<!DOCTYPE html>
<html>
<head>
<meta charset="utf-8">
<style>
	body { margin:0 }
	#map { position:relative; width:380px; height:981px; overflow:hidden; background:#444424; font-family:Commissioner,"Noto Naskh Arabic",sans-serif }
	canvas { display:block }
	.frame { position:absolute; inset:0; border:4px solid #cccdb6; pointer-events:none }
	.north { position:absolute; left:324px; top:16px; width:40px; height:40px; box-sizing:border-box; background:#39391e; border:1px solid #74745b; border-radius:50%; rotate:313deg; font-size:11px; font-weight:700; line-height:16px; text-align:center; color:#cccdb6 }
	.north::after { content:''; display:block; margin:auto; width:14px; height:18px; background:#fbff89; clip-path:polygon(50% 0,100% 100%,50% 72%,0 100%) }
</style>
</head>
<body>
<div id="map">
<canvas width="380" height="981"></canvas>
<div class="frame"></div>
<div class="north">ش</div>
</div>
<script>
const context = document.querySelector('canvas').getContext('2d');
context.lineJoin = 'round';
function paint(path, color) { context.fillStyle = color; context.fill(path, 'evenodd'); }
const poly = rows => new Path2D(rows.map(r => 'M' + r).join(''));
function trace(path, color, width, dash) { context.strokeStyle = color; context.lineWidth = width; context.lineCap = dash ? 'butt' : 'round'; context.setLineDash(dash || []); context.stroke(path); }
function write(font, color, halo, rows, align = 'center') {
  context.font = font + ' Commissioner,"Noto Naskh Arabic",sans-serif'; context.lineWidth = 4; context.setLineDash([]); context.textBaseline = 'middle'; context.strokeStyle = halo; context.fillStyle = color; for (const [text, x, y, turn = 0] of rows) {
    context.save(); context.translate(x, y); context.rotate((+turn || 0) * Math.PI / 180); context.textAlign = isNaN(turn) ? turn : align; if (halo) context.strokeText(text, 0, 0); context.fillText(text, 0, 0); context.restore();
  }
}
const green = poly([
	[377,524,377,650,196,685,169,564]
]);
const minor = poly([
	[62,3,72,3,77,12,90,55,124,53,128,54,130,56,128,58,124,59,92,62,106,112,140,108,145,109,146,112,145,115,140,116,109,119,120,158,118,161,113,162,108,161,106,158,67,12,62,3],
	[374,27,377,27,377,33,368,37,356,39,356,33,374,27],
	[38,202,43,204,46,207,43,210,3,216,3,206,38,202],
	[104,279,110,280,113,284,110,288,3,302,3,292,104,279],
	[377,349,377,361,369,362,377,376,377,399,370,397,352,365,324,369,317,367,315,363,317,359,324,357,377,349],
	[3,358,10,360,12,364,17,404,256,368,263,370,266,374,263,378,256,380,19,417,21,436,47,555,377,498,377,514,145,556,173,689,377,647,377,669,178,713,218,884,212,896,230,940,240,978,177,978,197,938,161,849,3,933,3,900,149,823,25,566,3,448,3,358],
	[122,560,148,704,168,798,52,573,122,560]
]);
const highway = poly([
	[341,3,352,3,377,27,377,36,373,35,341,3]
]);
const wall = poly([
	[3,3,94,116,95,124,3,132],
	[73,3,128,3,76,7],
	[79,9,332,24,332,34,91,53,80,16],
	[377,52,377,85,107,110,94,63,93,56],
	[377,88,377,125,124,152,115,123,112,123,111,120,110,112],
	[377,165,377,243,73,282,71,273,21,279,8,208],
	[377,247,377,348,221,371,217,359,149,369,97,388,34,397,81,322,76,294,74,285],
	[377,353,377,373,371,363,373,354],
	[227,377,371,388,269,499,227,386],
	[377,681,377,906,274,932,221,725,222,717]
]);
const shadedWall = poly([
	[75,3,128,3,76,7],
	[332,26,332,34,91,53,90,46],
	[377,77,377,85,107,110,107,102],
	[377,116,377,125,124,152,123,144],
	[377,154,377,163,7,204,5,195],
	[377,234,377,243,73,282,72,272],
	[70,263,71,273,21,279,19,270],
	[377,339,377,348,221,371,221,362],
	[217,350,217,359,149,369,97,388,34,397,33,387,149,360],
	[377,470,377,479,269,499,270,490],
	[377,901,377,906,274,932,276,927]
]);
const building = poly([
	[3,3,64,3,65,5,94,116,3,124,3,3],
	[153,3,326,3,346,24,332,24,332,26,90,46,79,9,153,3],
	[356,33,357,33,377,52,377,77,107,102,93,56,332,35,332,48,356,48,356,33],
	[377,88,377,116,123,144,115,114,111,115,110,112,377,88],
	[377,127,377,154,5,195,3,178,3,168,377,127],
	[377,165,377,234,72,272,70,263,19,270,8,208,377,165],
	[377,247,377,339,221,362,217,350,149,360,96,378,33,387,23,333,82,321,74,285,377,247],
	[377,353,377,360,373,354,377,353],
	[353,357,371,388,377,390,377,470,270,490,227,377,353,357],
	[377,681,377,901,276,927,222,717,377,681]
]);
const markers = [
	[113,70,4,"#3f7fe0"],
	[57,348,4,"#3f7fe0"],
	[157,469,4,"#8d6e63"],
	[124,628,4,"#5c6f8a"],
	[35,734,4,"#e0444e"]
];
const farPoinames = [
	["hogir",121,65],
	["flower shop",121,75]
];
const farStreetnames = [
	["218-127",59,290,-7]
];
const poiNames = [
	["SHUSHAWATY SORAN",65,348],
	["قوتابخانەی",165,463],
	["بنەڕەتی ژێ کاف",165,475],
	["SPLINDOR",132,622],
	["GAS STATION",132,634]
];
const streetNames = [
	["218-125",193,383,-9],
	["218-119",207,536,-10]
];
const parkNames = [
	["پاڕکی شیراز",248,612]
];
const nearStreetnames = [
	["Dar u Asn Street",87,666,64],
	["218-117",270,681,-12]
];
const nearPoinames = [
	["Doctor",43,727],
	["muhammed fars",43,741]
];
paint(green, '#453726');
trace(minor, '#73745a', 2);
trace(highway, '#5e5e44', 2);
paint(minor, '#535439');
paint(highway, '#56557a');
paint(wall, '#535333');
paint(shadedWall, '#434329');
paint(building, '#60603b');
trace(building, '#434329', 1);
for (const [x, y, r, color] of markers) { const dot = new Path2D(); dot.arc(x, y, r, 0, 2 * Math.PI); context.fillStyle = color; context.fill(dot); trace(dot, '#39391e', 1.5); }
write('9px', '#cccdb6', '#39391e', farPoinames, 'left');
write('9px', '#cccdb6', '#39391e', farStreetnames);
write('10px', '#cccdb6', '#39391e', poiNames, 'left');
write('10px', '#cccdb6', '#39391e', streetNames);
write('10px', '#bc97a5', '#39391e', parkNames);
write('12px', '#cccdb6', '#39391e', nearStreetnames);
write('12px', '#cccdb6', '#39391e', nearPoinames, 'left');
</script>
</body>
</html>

▶ **TASK PROMPT**: Could you report every line of the material that contains the string "function"?

▶ **WRITTEN SOLUTION**:
function paint(path, color) { context.fillStyle = color; context.fill(path, 'evenodd'); }
function trace(path, color, width, dash) { context.strokeStyle = color; context.lineWidth = width; context.lineCap = dash ? 'butt' : 'round'; context.setLineDash(dash || []); context.stroke(path); }
function write(font, color, halo, rows, align = 'center') {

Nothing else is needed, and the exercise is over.